Has anyone been out hunting or seeing any lately ive been out a couple times with no luck been seeing a couple dogs moving around right before dark but way to far to shoot!heres a pic of the biggest one we got last year my brother got him with his shotgun.


----------



## supercanoe (Jun 12, 2006)

I've been seeing a family group out in the wide open in the afternoons. There are six pups and 1 adult usually. I think the bugs are pushing them out of the woods, and they are hanging out in a swale in the middle of a large bean field.
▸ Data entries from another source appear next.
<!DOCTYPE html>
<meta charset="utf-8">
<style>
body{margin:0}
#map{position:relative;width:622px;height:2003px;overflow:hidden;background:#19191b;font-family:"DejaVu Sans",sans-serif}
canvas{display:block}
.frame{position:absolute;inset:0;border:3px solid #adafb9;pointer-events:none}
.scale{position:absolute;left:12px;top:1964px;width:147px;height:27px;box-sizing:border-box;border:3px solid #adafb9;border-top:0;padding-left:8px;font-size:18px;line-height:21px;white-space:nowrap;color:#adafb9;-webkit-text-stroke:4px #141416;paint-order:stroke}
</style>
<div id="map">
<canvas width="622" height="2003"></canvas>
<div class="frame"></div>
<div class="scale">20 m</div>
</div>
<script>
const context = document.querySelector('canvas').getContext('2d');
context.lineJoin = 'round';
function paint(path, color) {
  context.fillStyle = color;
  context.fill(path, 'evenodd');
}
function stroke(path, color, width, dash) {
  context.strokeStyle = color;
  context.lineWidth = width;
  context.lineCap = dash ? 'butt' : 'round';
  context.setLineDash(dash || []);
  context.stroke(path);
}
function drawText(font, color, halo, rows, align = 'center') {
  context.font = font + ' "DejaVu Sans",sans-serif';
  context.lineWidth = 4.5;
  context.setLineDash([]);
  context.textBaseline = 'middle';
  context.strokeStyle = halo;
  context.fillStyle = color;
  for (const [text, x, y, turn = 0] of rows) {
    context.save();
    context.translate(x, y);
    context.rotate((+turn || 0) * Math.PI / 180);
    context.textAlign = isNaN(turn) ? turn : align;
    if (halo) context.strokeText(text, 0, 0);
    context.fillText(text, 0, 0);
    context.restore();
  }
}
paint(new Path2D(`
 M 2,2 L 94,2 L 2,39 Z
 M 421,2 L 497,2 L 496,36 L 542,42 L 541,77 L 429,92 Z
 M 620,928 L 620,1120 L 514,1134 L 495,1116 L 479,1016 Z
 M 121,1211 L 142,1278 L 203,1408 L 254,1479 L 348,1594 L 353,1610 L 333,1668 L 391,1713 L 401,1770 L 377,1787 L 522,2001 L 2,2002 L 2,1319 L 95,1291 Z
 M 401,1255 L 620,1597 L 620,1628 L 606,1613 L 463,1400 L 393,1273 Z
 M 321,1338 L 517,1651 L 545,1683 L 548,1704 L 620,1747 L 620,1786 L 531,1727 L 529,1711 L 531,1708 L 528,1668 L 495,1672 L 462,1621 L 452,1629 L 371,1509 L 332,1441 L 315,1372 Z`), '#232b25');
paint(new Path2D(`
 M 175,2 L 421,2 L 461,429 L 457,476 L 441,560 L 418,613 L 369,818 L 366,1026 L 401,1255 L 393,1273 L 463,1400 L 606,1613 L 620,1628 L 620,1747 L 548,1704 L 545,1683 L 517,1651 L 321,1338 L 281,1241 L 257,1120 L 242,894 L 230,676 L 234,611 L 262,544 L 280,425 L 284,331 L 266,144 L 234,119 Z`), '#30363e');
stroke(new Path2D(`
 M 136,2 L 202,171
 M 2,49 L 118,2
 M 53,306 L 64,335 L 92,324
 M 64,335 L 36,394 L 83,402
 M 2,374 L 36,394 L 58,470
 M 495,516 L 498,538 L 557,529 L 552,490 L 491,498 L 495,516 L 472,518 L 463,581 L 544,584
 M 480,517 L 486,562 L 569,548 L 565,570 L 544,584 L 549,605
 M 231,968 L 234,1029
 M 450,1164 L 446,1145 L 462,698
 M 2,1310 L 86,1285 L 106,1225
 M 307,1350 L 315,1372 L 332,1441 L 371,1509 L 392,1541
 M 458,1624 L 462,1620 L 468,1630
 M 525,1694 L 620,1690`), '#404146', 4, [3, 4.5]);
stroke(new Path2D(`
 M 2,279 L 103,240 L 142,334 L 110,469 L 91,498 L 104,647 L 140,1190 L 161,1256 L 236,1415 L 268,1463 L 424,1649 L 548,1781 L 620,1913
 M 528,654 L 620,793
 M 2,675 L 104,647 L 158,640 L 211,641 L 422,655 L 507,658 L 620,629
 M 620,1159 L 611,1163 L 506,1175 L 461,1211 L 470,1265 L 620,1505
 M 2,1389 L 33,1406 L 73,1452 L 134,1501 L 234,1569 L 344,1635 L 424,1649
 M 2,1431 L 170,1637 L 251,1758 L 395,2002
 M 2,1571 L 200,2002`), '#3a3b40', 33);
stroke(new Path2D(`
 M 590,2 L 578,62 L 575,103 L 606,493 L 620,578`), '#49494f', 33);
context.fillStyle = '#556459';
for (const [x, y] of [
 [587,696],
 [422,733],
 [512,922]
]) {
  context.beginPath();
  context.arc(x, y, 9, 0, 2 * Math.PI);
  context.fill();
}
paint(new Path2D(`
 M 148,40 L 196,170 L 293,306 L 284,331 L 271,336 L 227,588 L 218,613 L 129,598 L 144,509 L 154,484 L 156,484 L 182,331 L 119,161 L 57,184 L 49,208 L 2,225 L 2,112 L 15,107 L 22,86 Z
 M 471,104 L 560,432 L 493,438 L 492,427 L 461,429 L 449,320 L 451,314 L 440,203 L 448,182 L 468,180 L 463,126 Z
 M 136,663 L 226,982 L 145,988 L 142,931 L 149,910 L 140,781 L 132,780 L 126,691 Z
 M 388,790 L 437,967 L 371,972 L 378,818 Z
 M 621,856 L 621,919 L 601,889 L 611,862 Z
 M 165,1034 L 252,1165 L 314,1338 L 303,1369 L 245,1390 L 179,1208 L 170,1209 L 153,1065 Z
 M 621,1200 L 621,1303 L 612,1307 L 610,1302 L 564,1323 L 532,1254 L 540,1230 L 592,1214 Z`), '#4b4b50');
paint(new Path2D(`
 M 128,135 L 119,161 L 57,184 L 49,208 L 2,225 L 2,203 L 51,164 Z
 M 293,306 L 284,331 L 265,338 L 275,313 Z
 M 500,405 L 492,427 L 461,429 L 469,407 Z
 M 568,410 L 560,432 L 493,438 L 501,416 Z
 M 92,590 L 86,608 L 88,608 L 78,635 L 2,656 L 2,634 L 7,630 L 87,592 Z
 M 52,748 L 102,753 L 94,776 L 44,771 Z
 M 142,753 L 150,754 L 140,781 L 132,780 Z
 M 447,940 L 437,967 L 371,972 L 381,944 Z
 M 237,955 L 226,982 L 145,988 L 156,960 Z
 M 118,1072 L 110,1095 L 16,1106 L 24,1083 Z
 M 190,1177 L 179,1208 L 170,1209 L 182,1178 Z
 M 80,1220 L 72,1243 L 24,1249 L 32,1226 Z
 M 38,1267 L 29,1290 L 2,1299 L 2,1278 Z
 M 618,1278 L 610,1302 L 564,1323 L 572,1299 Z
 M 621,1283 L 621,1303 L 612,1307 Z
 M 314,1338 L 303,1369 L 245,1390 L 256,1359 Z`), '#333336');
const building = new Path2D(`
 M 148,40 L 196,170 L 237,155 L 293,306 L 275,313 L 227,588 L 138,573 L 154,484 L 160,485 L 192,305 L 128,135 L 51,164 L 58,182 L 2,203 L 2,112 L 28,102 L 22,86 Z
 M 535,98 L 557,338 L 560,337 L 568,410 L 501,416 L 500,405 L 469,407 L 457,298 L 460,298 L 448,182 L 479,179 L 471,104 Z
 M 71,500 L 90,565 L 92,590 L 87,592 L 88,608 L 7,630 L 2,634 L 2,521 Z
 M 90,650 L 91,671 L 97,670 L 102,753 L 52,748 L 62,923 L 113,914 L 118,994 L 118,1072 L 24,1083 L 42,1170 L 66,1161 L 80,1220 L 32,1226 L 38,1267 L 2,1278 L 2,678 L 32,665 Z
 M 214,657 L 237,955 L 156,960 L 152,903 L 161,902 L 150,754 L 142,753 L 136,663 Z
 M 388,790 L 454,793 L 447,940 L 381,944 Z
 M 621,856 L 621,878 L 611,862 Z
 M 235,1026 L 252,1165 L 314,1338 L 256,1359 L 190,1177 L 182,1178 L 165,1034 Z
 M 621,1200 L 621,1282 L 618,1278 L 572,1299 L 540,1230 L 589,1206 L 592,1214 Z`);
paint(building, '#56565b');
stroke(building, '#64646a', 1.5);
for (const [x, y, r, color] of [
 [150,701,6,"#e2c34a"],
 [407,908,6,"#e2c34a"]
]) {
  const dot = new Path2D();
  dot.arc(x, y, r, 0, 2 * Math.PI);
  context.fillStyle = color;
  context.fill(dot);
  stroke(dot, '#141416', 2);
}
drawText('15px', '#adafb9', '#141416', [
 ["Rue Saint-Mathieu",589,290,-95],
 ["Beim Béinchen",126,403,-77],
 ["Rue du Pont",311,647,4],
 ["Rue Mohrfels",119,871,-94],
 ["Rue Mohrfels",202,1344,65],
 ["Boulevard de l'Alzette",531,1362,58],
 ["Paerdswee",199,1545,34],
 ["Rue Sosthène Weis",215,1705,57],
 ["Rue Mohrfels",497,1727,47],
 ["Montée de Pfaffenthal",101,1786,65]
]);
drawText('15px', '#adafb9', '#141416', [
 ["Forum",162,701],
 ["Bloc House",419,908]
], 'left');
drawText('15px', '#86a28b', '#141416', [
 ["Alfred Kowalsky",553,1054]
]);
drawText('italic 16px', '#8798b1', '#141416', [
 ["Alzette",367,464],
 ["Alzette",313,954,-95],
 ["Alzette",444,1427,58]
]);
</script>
I have permission to hunt that farm, but I just let them be.


----------



## Smallmouth Crazy (Apr 4, 2006)

Thats a very healthy looking animal(all things considered) not like most of the ones I have seen.


----------



## ronnie_everett10 (May 20, 2008)

Yes it was its pelt was almost perfect!the only thing it had wrong was it was missing a front foot probley from a trapper..


----------



## RichsFishin (Nov 4, 2007)

Last night I heard 3 different groups howling close to our farm.........Rich


----------



## T-180 (Oct 18, 2005)

The pups are starting to get out some now, so the activity is picking up around here. I've been seeing quite a few right at sunrise while on my way to work. Also, now is a good time to hunt them, a few days after a hay field gets cut & they use it for hunting mice & getting the youngsters out.


----------



## ronnie_everett10 (May 20, 2008)

yeah we went out the other night and called for bout 3 hours we ended up calling in some smaller dogs and one big one none came in close enough to get shots with the shotguns.


----------



## bweisenauer (Aug 1, 2008)

In the past 2 weeks my 2 outside cats have disappeared. I'm suspecting coyotes because I can hear them at night howling. And deer hunters have seen them close to my home.


----------



## MRslippery (Aug 7, 2007)

check your PM's


----------



## coolerzfull (Oct 15, 2007)

There is a dead one laying on Rt2 at the Bumheart Rd exit.


----------